INSTRUCTIONS TO FOLLOW
Where a line of the records contains the word "stream", show that line.

DATA UNDER STUDY
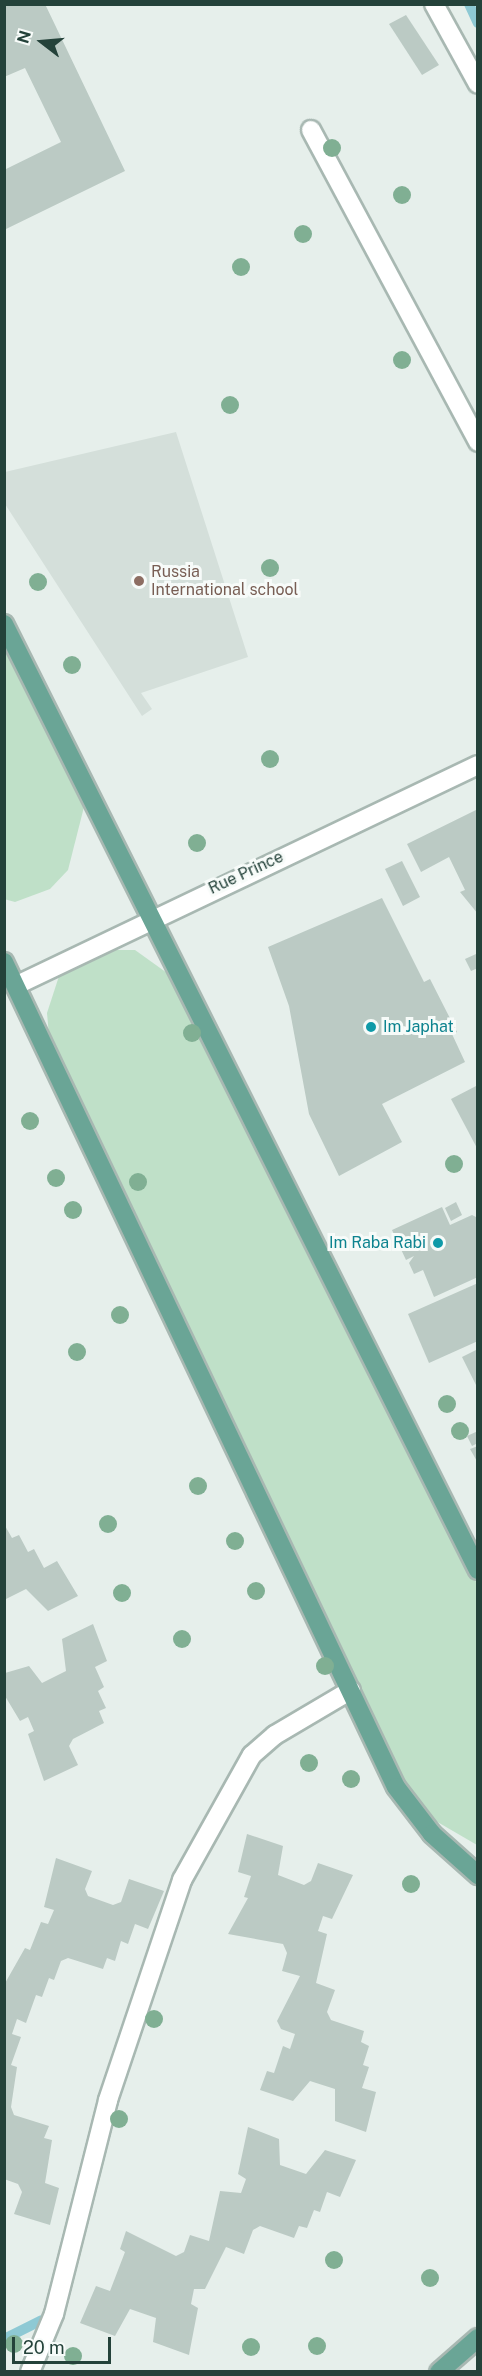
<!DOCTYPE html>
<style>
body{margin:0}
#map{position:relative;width:482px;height:2376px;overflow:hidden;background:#e6efeb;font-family:"Public Sans",sans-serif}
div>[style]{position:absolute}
.built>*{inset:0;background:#d4dfda}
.green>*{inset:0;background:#bfe0c8}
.stream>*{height:10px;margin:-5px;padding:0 5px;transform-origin:5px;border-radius:5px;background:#8ec9d4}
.building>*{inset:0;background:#bbcac4}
.roads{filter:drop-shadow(2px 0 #a8b8b2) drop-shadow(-2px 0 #a8b8b2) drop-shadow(0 2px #a8b8b2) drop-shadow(0 -2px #a8b8b2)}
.minor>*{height:18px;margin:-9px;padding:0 9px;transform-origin:9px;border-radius:9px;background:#fff}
.major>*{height:18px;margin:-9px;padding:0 9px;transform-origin:9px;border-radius:9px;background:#6aa596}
.trees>*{width:18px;height:18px;margin:-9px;border-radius:50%;background:#80af93}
.dots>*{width:16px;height:16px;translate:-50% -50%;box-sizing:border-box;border:3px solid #f7fbf9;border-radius:50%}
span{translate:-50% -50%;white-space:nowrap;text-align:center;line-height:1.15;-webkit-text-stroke:6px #f7fbf9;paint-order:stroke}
.education-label{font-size:16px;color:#785e54}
.left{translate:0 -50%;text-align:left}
.street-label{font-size:16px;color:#24423a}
.culture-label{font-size:16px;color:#0d838f}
.right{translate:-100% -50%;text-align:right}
.frame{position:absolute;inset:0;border:6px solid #24423a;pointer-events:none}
.north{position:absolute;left:12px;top:12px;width:60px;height:60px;-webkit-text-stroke:4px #f7fbf9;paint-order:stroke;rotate:286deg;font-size:16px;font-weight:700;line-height:24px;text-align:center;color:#24423a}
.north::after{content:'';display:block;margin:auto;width:21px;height:27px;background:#24423a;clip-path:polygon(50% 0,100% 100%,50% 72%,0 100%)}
.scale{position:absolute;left:12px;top:2337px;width:99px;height:27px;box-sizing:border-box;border:3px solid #24423a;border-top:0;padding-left:8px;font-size:18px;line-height:21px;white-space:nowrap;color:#24423a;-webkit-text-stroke:4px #f7fbf9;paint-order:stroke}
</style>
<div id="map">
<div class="built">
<div style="clip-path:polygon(176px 432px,248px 657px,141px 693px,152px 709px,142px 716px,5px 504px,5px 472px)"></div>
</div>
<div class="green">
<div style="clip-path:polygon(4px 626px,86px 799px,68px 870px,50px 889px,15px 902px,4px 899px)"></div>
<div style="clip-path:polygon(100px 950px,135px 950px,188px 988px,477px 1584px,477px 1845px,422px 1813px,400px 1786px,67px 1086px,49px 1035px,47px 1013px,61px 970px)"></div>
</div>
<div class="stream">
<div style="left:469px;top:4px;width:21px;rotate:65deg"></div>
<div style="left:4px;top:2339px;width:42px;rotate:-26.6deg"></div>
</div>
<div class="building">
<div style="clip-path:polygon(4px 4px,45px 4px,125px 171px,4px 230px,4px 170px,61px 142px,25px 68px,4px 77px)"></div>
<div style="clip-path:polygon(406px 15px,439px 65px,422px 75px,389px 24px)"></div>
<div style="clip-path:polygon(478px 809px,478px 914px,460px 892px,465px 890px,449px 857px,421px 872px,407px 844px)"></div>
<div style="clip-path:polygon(402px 861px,420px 897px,403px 906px,385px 869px)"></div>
<div style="clip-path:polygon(382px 898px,424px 982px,430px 979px,457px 1032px,452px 1034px,465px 1062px,382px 1104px,402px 1142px,339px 1176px,309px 1114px,289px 1006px,268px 947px)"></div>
<div style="clip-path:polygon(476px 954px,478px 968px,471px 971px,465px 959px)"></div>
<div style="clip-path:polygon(478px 1085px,478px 1150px,451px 1099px)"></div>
<div style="clip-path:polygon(456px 1202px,462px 1215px,451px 1221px,445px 1208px)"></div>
<div style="clip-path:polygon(442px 1207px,450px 1225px,472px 1215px,478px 1218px,478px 1277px,434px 1297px,423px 1270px,414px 1274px,409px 1263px,414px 1256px,406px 1260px,392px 1230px)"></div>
<div style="clip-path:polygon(478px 1283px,478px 1341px,429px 1363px,408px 1314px)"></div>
<div style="clip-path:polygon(478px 1349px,478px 1389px,462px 1357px)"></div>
<div style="clip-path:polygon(478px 1431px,478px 1443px,472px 1446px,467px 1436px)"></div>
<div style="clip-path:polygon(478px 1446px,478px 1463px,470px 1449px)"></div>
<div style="clip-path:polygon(4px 1524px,12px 1538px,19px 1535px,28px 1552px,34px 1549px,44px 1568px,57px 1561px,78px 1596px,48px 1611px,26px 1589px,4px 1600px)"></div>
<div style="clip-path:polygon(93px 1624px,107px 1661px,95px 1667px,104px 1687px,98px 1691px,106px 1708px,99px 1711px,104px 1723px,73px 1739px,69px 1746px,78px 1765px,44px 1781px,28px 1734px,34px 1731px,28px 1717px,20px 1721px,5px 1696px,5px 1673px,29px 1666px,42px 1683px,66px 1671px,62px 1639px)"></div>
<div style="clip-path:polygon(247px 1834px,283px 1846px,278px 1875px,304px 1885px,311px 1881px,318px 1863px,353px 1875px,332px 1919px,323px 1916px,318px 1931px,327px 1934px,316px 1983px,335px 1990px,327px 2012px,331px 2020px,364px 2031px,361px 2042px,369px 2046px,363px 2065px,369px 2067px,362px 2088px,376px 2092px,366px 2132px,335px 2121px,335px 2089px,310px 2081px,293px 2101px,260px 2090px,267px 2071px,274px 2073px,283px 2046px,290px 2049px,295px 2034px,281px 2029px,277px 2021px,300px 1976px,282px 1971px,287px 1953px,283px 1944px,228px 1934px,248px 1898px,244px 1897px,251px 1876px,238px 1872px)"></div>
<div style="clip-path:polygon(56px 1858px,92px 1871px,85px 1889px,88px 1896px,113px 1905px,121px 1902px,129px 1879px,164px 1891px,148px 1929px,135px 1924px,128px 1944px,121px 1941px,115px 1961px,107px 1958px,103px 1969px,68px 1958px,61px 1961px,54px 1980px,49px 1978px,42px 1997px,36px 1995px,26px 2023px,17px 2019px,12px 2034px,21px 2037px,11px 2065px,17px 2067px,11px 2107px,14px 2115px,49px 2126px,44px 2138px,52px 2140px,45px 2183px,59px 2188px,50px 2225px,14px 2214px,22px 2192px,18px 2184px,4px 2179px,4px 1985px,25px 1948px,30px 1950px,41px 1922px,48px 1924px,54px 1910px,44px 1907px)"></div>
<div style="clip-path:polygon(248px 2127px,279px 2139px,280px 2165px,306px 2174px,325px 2150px,356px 2160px,340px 2197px,327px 2192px,320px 2212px,314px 2210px,307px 2228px,299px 2226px,294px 2238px,260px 2226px,253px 2230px,244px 2254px,226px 2247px,205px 2289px,194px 2289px,191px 2304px,198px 2308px,189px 2355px,153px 2342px,156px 2318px,130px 2309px,115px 2336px,80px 2323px,96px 2286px,110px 2291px,125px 2252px,120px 2249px,126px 2231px,176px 2256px,184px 2252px,190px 2235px,209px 2241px,220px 2191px,241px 2193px,246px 2179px,238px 2174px)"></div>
</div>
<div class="roads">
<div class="minor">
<div style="left:434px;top:4px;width:91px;rotate:61.2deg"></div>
<div style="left:311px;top:130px;width:354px;rotate:61.8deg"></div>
<div style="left:17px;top:985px;width:511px;rotate:-25.51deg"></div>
<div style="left:30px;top:2372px;width:63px;rotate:-67.5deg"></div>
<div style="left:54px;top:2314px;width:221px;rotate:-75.8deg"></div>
<div style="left:108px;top:2100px;width:232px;rotate:-71.4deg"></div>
<div style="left:182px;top:1880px;width:143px;rotate:-60.8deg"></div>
<div style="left:252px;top:1755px;width:30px;rotate:-41deg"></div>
<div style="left:275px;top:1735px;width:88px;rotate:-30.6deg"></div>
</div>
<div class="major">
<div style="left:4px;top:624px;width:1058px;rotate:63.39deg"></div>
<div style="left:4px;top:962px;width:913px;rotate:64.59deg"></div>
<div style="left:396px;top:1787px;width:59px;rotate:52.5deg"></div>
<div style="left:432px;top:1834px;width:62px;rotate:41.7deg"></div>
<div style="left:439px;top:2372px;width:52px;rotate:-41.1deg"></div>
</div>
</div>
<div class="trees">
<div style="left:332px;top:148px"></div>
<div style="left:402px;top:195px"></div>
<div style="left:303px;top:234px"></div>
<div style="left:241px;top:267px"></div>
<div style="left:402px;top:360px"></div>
<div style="left:230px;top:405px"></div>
<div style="left:270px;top:568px"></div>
<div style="left:38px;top:582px"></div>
<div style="left:72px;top:665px"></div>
<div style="left:270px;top:759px"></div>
<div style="left:197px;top:843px"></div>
<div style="left:192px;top:1033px"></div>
<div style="left:30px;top:1121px"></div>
<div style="left:454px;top:1164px"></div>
<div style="left:56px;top:1178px"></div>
<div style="left:138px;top:1182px"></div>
<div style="left:73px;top:1210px"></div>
<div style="left:120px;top:1315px"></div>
<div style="left:77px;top:1352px"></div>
<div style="left:447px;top:1404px"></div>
<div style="left:460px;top:1431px"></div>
<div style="left:198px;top:1486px"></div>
<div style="left:108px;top:1524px"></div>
<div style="left:235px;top:1541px"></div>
<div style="left:256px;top:1591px"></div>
<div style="left:122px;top:1593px"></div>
<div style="left:182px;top:1639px"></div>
<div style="left:325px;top:1666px"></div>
<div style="left:309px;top:1763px"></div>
<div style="left:351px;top:1779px"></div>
<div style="left:411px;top:1884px"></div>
<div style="left:154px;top:2019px"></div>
<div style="left:119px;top:2119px"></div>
<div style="left:334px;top:2260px"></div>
<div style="left:430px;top:2278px"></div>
<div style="left:14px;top:2344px"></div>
<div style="left:317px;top:2346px"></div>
<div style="left:251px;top:2347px"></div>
<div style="left:73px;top:2356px"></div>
</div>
<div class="dots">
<div style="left:139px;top:581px;background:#8d6e63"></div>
<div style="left:371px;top:1027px;background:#0f9aa8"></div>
<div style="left:438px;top:1243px;background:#0f9aa8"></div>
</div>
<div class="education-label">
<span class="left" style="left:151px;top:581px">Russia<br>International school</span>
</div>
<div class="street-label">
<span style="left:246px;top:873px;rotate:-25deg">Rue Prince</span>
</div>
<div class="culture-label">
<span class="left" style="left:383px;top:1027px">Im Japhat</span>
<span class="right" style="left:426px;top:1243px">Im Raba Rabi</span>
</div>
<div class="frame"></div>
<div class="north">N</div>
<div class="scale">20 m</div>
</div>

SOLUTION TO THIS EXERCISE
.stream>*{height:10px;margin:-5px;padding:0 5px;transform-origin:5px;border-radius:5px;background:#8ec9d4}
<div class="stream">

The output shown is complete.